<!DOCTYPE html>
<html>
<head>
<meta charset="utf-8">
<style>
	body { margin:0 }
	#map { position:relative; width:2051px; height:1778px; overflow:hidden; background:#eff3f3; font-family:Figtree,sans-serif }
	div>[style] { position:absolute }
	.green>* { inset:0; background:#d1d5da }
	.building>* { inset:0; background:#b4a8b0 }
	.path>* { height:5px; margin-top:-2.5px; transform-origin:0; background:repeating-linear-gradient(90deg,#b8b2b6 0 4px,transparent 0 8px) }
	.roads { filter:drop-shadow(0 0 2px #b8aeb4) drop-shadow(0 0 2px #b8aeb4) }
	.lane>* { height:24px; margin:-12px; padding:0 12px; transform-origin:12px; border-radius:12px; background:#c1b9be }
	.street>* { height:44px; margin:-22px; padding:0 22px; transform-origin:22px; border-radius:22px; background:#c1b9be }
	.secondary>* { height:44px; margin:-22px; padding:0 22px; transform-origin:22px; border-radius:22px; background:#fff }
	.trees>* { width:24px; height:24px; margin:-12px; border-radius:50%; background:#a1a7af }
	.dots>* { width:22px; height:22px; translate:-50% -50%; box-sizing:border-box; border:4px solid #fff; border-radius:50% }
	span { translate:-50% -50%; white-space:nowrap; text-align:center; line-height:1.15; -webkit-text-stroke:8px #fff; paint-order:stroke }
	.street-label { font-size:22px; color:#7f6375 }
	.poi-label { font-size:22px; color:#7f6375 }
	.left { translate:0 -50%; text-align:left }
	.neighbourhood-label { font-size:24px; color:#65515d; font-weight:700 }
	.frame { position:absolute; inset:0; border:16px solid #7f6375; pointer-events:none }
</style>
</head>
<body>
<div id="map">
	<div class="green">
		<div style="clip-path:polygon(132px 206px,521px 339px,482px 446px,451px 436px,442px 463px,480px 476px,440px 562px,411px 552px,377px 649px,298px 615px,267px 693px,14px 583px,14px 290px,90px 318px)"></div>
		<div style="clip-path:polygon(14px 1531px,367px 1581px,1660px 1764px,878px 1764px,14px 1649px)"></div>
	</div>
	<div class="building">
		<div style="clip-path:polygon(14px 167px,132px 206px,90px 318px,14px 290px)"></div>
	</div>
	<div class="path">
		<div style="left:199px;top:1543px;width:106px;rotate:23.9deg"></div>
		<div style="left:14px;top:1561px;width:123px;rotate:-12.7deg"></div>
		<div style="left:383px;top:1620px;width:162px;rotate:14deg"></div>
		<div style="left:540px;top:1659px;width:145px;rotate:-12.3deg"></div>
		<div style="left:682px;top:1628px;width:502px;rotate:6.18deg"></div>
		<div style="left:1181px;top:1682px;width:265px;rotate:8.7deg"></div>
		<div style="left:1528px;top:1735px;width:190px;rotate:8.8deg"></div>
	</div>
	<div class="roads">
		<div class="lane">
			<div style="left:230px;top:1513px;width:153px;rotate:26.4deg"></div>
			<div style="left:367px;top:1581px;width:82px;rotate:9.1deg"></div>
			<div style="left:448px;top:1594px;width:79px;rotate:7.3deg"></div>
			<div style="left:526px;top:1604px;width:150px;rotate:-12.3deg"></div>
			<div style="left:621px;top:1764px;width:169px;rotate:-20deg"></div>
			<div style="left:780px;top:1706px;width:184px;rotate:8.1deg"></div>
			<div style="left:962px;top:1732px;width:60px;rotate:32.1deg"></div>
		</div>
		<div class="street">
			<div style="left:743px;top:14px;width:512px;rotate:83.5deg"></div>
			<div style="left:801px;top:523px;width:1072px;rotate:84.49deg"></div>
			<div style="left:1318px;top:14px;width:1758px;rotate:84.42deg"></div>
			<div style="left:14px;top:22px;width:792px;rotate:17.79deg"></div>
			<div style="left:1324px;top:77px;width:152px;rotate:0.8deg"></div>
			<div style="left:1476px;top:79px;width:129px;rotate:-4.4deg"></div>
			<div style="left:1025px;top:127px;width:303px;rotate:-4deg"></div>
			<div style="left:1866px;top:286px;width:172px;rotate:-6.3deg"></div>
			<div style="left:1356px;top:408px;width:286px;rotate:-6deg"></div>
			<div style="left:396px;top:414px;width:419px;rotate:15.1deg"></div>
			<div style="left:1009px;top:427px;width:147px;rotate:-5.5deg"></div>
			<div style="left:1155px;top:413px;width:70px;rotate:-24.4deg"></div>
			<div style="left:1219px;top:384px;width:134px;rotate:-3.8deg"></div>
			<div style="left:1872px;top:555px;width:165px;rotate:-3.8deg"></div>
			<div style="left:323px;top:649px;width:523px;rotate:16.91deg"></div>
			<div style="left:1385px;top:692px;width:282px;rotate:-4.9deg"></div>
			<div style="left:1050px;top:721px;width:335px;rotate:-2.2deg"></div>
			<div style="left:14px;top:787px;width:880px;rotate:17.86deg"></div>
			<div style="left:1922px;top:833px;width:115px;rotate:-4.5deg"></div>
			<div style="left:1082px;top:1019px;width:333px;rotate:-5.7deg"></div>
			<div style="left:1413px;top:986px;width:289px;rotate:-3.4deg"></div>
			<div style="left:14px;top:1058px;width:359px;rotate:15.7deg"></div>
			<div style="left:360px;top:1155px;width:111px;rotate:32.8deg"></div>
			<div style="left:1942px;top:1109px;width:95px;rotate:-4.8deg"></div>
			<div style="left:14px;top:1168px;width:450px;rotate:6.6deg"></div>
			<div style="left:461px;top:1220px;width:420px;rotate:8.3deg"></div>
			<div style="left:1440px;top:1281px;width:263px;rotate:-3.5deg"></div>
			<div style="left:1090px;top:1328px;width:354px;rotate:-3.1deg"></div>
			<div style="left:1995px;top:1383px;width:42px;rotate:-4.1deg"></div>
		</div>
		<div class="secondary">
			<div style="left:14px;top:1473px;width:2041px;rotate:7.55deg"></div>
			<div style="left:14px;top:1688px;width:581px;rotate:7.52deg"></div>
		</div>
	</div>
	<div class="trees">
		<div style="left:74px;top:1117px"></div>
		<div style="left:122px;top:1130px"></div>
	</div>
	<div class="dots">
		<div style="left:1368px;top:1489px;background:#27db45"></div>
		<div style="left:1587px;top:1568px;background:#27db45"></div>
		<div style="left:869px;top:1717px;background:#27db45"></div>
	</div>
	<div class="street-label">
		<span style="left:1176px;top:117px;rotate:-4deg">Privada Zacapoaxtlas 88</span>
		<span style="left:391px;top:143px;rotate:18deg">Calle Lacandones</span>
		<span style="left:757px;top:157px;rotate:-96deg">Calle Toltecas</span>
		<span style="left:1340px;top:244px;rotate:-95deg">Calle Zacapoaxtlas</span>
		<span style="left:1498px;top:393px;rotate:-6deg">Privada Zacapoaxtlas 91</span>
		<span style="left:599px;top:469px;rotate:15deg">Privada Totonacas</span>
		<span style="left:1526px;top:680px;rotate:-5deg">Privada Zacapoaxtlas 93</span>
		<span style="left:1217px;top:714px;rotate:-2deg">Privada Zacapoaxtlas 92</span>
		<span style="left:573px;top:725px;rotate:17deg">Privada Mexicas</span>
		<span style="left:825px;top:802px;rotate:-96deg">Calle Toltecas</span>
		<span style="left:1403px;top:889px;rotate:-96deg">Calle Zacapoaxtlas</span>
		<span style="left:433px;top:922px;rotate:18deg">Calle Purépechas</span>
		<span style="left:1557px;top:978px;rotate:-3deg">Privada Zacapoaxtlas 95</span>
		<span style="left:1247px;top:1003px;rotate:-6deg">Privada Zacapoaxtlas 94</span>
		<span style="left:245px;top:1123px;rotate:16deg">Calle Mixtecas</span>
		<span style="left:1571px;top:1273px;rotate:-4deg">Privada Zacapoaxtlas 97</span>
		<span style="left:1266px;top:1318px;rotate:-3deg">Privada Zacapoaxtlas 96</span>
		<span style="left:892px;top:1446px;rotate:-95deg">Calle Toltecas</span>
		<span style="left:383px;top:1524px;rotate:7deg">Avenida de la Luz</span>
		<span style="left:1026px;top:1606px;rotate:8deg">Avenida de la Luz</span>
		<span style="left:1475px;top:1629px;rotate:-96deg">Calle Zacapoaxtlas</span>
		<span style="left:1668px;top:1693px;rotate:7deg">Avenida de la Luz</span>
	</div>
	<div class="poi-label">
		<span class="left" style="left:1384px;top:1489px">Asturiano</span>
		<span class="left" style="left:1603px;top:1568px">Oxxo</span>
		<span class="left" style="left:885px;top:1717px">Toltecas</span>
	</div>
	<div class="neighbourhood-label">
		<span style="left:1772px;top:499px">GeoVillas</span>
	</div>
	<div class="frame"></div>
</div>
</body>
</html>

--------

What is being asked.
Above are the entries; repeat their lines exactly, from the first through the one that contains "filter:drop-shadow(0 0 2px".

Exercise result.
<!DOCTYPE html>
<html>
<head>
<meta charset="utf-8">
<style>
	body { margin:0 }
	#map { position:relative; width:2051px; height:1778px; overflow:hidden; background:#eff3f3; font-family:Figtree,sans-serif }
	div>[style] { position:absolute }
	.green>* { inset:0; background:#d1d5da }
	.building>* { inset:0; background:#b4a8b0 }
	.path>* { height:5px; margin-top:-2.5px; transform-origin:0; background:repeating-linear-gradient(90deg,#b8b2b6 0 4px,transparent 0 8px) }
	.roads { filter:drop-shadow(0 0 2px #b8aeb4) drop-shadow(0 0 2px #b8aeb4) }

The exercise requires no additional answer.